The Suitcase by Sergei DovlatovCounterpoint Press, 136 pages.
The government of the Soviet Union (1922 - 1991) produced an army of disasters in their day, but no one can ever fault them for giving us Sergei Dovlatov. Born just after the Nazis invaded Mother Russia, Dovltaov would survive the war and go on to be a soldier, prison guard and journalist before escaping to the United States. Anticipating "creative non-fiction" years before the term was ever invented, Dovlatov wrote in a terse, comical style in the voice of a narrator created in his own image. The Suitcase is no exception. A wry collection of short stories about a Russian named Sergei - who was once a prison guard, worked as a journalist and emigrated to the States - The Suitcase merrily blurs the genres to create a work that is entirely unique.

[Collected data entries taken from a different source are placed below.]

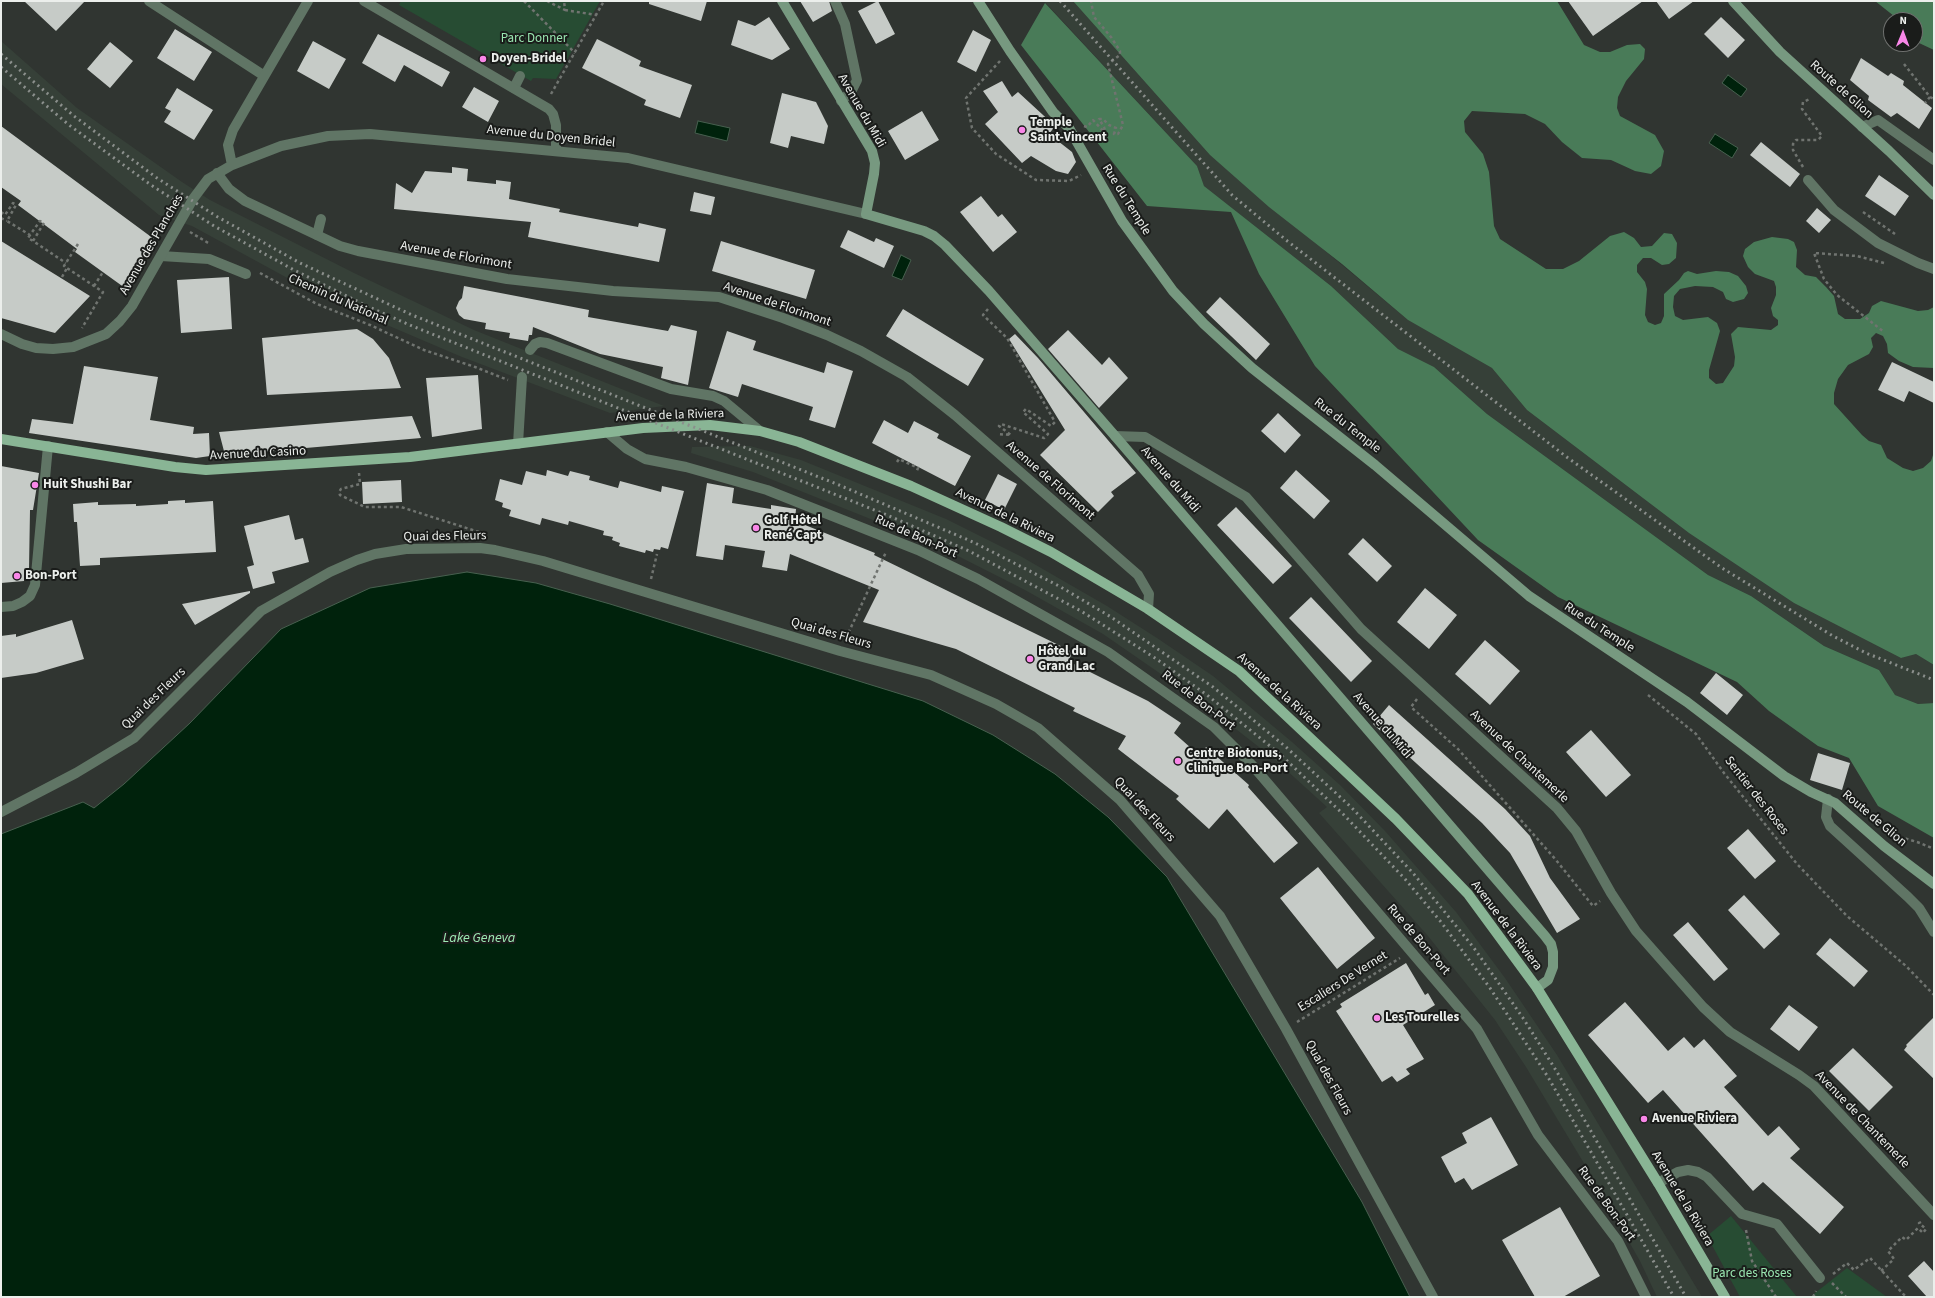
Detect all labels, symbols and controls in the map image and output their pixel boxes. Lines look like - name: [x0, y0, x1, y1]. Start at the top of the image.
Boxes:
- north arrow: [1883, 12, 1923, 52]
- text: N: [1899, 13, 1907, 28]
- park label: Parc Donner: [501, 31, 567, 47]
- place label: Doyen-Bridel: [491, 51, 566, 67]
- marker: Doyen-Bridel: [478, 54, 488, 64]
- street label: Route de Glion: [1806, 58, 1876, 122]
- street label: Avenue du Midi: [834, 71, 888, 151]
- place label: Temple Saint-Vincent: [1030, 115, 1107, 146]
- street label: Avenue du Doyen Bridel: [486, 122, 616, 152]
- marker: Temple Saint-Vincent: [1017, 125, 1027, 135]
- street label: Rue du Temple: [1098, 162, 1154, 238]
- street label: Avenue des Planches: [117, 192, 187, 298]
- street label: Avenue de Florimont: [399, 239, 513, 273]
- street label: Chemin du National: [286, 271, 390, 329]
- street label: Avenue de Florimont: [721, 279, 833, 331]
- street label: Rue du Temple: [1310, 395, 1384, 457]
- street label: Avenue de la Riviera: [616, 406, 724, 426]
- street label: Avenue de Florimont: [1002, 438, 1098, 524]
- street label: Avenue du Casino: [209, 444, 307, 464]
- street label: Avenue du Midi: [1137, 444, 1203, 516]
- place label: Huit Shushi Bar: [43, 477, 132, 493]
- marker: Huit Shushi Bar: [30, 480, 40, 490]
- street label: Avenue de la Riviera: [953, 485, 1057, 547]
- street label: Rue de Bon-Port: [872, 512, 960, 562]
- place label: Golf Hôtel René Capt: [764, 513, 822, 544]
- marker: Golf Hôtel René Capt: [751, 523, 761, 533]
- street label: Quai des Fleurs: [403, 528, 487, 546]
- place label: Bon-Port: [25, 568, 77, 584]
- marker: Bon-Port: [12, 571, 22, 581]
- street label: Rue du Temple: [1561, 599, 1637, 657]
- street label: Quai des Fleurs: [789, 615, 873, 653]
- place label: Hôtel du Grand Lac: [1038, 644, 1095, 675]
- street label: Avenue de la Riviera: [1233, 650, 1325, 734]
- marker: Hôtel du Grand Lac: [1025, 654, 1035, 664]
- street label: Quai des Fleurs: [119, 665, 189, 733]
- street label: Rue de Bon-Port: [1158, 668, 1238, 734]
- street label: Avenue du Midi: [1349, 690, 1415, 762]
- street label: Avenue de Chantemerle: [1466, 707, 1572, 807]
- place label: Centre Biotonus, Clinique Bon-Port: [1186, 746, 1288, 777]
- street label: Sentier des Roses: [1721, 754, 1791, 838]
- marker: Centre Biotonus, Clinique Bon-Port: [1173, 756, 1183, 766]
- street label: Quai des Fleurs: [1110, 774, 1178, 846]
- street label: Route de Glion: [1838, 787, 1910, 851]
- street label: Avenue de la Riviera: [1467, 878, 1545, 974]
- street label: Rue de Bon-Port: [1383, 901, 1453, 979]
- water label: Lake Geneva: [443, 931, 515, 947]
- street label: Escaliers De Vernet: [1295, 948, 1391, 1016]
- place label: Les Tourelles: [1385, 1010, 1459, 1026]
- marker: Les Tourelles: [1372, 1013, 1382, 1023]
- street label: Quai des Fleurs: [1301, 1038, 1355, 1118]
- street label: Avenue de Chantemerle: [1811, 1068, 1913, 1172]
- place label: Avenue Riviera: [1652, 1111, 1737, 1127]
- marker: Avenue Riviera: [1639, 1114, 1649, 1124]
- street label: Avenue de la Riviera: [1647, 1148, 1717, 1250]
- street label: Rue de Bon-Port: [1574, 1164, 1638, 1244]
- park label: Parc des Roses: [1712, 1266, 1792, 1282]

The premise for the collection is simple enough to be envied: upon leaving Russia, Sergei (the character) is allowed to take only a single suitcase. He fills it with 8 seemingly innocuous possessions and then proceeds to tell us why. Each possession, of course, is intimately linked to a certain part of Sergei's life in the Soviet Union, circa 1965. Like the four parts of Shakespeare's Henriad, each part can be seen alone, but to do so would only deny their glory. Equal parts satire, farce and political commentary, the interconnected tales shine a bright light on the comical absurdity of Soviet life. In The Finnish Crepe Socks, young Sergei gets involved with a smuggler, who knows he can make a fortune merely by selling the eponymous clothing on the black market; later, in A Decent Double-Breasted Suit, Sergei tries to con his newspaper into paying for some new clothes and soon gets his wish, with a little help from the KGB.
We might never know exactly how much of these stories are actually true. In A Poplin Shirt, Dovlatov gives one account on how he met his wife. But in The Colonel Says I Love You, found in another Dovlatov collection, he gives a much different story. Dovlatov appears to have rewritten his life about as often as he wrote of it, making it a Herculean task to separate fact from fiction. But I suspect that is the point. Dovlatov was, after all, writing about Soviet Russia, a world where the propaganda machine ensured that fact and fiction were blurred all the time. Like much of Dovlatov's work, The Suitcase is the literary representation of Soviet Russia itself: Kafkaesque tension walks hand in hand with an almost Wodehouse-ian style of farce.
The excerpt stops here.